Despite the initial and even continuing skepticism of its CEO with regards to cryptocurrency, it would seem that Goldman Sachs has finally given in after getting bit by the crypto bug. Though, it’s also worth noting that the financial institution is doing so using methods might go against some of the central concepts behind decentralization.
Simply called Coins, this new crypto offering comes via the Goldman Sachs payment startup, Circle. In a recent blog post, the startup announced the existence of the cryptocurrency and provided details on what it’s all about. Basically, it’s a digital equivalent of a dollar with a crypto-sounding name.
The biggest difference between Coin and a true cryptocurrency like Bitcoin is the matter of stability. Goldman Sachs basically wants to make the price of its own offering to fluctuate a lot less than other crypto offerings have done over the last several months.
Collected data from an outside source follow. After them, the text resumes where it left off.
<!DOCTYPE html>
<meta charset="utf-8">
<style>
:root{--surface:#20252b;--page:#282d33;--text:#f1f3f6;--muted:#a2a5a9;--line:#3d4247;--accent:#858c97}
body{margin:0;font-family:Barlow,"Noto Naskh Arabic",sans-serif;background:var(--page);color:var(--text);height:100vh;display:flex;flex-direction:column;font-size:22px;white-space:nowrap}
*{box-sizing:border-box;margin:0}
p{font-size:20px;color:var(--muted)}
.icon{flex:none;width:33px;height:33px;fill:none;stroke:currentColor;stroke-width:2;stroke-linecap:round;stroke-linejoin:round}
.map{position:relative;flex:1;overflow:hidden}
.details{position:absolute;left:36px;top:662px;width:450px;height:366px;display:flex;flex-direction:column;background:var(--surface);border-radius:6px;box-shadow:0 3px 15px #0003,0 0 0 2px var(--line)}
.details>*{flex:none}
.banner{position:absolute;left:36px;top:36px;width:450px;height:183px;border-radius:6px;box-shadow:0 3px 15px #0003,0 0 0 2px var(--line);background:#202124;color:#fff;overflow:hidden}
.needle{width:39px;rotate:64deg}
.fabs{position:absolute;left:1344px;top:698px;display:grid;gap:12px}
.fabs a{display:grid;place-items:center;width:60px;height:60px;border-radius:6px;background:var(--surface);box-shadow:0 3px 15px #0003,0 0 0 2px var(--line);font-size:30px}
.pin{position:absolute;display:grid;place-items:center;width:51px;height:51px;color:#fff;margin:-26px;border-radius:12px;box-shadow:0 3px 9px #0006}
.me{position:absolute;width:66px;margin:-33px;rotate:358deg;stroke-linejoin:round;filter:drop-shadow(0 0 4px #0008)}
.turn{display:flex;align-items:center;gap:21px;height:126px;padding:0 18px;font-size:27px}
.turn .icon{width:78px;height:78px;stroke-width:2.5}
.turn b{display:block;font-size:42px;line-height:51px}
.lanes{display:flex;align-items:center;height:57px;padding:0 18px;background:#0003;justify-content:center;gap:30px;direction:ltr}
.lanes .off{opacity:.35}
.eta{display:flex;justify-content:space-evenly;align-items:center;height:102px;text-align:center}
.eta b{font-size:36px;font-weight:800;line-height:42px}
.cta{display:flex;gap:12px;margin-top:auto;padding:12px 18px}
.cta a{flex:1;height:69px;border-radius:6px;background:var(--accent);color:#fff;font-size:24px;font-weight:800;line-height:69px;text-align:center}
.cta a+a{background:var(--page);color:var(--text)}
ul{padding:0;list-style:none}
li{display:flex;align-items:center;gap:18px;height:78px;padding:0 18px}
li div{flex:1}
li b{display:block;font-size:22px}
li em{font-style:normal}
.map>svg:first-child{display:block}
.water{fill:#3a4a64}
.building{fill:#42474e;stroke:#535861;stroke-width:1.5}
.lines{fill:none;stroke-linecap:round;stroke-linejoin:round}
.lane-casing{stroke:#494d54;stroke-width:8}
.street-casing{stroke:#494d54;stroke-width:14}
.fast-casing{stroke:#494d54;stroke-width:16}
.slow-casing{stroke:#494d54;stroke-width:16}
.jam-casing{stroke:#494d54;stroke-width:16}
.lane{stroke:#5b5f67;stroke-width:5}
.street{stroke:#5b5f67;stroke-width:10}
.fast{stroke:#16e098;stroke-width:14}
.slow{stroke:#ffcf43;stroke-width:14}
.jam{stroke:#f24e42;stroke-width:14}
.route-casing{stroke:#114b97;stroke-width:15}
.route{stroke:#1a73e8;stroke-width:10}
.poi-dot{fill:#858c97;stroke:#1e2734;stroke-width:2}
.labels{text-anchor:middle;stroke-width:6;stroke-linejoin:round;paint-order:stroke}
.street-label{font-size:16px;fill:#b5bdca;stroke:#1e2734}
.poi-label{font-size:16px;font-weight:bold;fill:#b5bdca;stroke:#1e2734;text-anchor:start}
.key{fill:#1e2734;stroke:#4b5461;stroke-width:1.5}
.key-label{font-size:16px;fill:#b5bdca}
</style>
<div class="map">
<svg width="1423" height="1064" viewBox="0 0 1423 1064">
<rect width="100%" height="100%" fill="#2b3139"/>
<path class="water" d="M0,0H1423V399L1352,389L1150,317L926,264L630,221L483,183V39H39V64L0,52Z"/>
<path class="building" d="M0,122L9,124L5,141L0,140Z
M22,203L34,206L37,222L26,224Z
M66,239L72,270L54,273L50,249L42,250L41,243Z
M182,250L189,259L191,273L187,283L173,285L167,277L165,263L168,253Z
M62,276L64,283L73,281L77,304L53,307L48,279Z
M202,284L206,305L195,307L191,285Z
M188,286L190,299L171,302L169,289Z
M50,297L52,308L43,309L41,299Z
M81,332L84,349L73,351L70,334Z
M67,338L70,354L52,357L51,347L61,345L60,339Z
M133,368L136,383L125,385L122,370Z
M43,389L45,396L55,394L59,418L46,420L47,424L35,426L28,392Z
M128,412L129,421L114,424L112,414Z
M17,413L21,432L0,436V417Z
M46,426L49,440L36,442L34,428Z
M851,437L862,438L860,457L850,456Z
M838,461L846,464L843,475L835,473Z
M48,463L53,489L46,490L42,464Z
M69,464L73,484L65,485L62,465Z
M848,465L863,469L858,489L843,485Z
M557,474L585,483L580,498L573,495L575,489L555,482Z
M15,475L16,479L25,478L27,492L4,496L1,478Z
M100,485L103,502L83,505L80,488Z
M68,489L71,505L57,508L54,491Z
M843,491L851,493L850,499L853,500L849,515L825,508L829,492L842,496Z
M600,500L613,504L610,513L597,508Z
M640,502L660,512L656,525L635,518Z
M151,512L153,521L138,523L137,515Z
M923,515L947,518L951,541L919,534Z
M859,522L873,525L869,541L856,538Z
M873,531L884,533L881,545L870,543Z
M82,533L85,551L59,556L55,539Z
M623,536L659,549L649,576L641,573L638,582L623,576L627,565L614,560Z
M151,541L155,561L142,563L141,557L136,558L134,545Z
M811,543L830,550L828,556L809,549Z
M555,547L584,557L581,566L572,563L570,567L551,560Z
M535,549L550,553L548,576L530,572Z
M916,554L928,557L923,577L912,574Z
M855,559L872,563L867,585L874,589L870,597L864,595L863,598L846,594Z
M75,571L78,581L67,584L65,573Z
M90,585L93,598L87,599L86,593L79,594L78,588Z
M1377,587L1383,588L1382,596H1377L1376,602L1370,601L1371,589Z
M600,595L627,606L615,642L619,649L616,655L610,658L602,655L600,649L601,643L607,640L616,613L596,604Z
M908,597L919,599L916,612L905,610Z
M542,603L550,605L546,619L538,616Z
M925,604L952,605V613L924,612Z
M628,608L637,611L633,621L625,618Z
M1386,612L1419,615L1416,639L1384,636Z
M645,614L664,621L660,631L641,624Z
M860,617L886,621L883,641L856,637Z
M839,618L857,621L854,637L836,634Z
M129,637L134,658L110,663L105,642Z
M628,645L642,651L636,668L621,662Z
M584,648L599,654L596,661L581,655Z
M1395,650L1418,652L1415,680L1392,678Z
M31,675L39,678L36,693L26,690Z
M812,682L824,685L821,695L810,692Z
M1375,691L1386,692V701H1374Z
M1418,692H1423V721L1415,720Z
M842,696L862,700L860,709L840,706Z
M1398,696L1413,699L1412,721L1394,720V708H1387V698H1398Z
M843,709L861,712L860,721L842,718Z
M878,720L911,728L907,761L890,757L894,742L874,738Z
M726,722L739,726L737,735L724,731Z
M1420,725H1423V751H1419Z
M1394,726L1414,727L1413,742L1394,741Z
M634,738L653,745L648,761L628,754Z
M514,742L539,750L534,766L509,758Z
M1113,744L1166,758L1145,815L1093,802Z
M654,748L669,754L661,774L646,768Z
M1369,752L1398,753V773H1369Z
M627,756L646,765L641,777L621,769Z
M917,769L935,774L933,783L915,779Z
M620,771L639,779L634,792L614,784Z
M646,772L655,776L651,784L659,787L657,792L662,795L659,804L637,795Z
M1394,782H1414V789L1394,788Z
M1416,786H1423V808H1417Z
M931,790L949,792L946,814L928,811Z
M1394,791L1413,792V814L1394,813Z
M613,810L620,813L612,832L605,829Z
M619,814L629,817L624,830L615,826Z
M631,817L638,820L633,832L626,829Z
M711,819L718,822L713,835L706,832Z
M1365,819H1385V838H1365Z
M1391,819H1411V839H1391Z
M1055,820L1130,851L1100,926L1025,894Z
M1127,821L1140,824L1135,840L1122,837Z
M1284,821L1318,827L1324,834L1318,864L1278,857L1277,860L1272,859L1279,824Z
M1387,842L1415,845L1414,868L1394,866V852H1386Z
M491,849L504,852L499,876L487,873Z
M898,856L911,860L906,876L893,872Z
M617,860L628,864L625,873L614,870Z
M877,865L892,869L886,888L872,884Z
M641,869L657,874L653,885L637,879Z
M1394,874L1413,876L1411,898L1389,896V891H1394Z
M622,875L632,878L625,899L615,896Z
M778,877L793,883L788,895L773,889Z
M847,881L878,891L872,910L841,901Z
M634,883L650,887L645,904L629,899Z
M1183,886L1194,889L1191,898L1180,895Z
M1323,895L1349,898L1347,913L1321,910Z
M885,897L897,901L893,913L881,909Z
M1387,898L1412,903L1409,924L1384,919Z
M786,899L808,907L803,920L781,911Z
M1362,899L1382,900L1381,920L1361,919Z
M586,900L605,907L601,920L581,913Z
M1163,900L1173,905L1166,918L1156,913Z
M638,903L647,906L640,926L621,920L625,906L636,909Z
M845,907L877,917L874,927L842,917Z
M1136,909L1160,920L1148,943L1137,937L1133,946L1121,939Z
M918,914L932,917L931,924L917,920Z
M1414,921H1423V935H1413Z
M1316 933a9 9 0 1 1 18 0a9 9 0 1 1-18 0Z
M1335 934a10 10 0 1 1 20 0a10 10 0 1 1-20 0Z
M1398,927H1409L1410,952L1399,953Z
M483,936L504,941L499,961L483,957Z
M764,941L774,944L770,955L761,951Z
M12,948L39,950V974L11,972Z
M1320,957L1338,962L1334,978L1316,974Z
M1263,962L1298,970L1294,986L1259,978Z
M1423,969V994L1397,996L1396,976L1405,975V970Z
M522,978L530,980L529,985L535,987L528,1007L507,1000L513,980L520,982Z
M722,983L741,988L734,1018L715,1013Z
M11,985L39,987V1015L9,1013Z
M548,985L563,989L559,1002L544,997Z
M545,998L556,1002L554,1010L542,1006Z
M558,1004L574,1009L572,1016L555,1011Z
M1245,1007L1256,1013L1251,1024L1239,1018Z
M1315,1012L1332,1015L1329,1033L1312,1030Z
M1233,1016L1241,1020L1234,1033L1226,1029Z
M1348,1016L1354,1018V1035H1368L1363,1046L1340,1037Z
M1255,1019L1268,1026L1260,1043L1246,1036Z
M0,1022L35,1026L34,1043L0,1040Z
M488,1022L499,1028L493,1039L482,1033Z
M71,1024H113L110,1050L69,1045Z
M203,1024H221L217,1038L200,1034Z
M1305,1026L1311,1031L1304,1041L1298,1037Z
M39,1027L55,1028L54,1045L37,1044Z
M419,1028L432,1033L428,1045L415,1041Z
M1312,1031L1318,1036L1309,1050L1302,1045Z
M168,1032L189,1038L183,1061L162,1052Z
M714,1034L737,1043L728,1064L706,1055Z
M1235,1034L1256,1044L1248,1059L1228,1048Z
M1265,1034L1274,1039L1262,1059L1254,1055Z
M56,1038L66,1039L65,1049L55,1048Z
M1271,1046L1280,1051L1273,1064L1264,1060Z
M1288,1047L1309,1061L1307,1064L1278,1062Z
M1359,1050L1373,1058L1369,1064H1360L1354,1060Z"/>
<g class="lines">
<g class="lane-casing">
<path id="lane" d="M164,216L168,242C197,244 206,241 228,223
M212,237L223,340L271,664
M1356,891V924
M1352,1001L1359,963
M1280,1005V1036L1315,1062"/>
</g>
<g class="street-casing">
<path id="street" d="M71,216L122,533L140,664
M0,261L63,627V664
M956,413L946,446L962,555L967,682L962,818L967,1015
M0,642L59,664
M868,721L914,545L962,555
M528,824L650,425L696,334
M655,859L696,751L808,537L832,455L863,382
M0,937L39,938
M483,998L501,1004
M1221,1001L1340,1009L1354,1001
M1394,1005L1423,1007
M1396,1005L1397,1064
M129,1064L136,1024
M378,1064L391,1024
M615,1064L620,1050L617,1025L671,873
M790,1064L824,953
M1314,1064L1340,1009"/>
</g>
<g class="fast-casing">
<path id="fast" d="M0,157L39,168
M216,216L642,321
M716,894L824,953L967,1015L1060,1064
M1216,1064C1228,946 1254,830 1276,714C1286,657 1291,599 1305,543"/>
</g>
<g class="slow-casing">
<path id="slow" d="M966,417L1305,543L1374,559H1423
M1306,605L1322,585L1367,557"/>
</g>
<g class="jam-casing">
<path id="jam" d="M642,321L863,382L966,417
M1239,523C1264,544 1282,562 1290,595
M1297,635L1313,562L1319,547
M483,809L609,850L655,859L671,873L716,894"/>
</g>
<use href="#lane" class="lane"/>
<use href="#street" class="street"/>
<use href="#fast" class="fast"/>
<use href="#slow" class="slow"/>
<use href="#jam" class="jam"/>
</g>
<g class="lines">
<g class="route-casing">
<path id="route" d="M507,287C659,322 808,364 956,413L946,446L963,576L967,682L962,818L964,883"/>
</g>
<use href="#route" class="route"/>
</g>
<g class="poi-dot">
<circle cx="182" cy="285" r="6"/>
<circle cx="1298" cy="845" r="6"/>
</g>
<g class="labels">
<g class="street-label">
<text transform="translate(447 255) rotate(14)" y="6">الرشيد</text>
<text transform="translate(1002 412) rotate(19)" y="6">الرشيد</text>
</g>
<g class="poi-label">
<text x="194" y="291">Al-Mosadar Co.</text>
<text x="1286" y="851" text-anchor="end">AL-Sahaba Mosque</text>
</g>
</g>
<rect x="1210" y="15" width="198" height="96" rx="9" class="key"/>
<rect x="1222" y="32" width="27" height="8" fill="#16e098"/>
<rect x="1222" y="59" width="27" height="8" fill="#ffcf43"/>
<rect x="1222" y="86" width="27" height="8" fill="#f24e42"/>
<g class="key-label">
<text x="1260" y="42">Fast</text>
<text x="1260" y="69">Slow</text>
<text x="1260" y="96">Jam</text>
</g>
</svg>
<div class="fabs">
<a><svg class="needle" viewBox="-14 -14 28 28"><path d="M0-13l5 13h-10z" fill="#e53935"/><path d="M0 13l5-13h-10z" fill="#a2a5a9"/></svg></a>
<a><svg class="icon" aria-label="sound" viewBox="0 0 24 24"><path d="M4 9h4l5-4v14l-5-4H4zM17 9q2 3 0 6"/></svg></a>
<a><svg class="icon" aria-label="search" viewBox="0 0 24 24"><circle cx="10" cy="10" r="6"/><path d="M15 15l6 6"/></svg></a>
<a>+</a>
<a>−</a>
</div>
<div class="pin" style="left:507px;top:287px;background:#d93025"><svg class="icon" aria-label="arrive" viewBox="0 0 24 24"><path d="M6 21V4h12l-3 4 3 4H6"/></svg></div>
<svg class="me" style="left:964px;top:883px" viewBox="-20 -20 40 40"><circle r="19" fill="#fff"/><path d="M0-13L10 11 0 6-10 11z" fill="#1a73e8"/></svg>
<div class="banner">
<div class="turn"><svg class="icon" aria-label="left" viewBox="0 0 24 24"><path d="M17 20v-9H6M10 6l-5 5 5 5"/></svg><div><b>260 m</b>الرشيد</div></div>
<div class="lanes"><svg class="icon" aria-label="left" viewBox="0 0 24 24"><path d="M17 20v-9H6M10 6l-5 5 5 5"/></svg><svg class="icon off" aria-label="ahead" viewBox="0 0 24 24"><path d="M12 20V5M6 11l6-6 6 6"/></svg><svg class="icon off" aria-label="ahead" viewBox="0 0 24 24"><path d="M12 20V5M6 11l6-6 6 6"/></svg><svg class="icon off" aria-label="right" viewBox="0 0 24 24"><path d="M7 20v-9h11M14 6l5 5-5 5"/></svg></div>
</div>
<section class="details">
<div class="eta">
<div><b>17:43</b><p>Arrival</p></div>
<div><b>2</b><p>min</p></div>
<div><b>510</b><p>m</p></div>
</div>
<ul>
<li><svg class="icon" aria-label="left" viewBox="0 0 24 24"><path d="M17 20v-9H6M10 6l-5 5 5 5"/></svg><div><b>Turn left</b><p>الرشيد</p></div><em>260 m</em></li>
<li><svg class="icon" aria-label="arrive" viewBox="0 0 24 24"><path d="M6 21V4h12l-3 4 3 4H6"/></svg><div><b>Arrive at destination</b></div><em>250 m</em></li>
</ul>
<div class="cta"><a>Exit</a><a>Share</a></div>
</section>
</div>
“Circle USDC (USD Coin) is a solution that enables customers to purchase and use USDC fiat tokens for payments and trading in the crypto ecosystem. USDC provides a full reserve US dollar-backed stablecoin, and is based on the open source fiat stablecoin framework developed and governed by CENTRE, which will provide independent oversight of Circle’s offering,” Circle details in its announcement post.
As CNBC notes, the value of Coin will be intrinsically tied to the value of the U.S. Dollar. This makes it significantly less volatile than its purer counterparts, which begs the question as to what the point of it is, in the first place.
Cryptocurrency, by its nature, is not supposed to be centralized. This is a foreign concept to an institution like Goldman Sachs, or more traditional investors, for that matter. This is likely why the institution is investing as much as it has been in cryptocurrency, which is to control as much of the market as it can and profit from it in whatever way possible.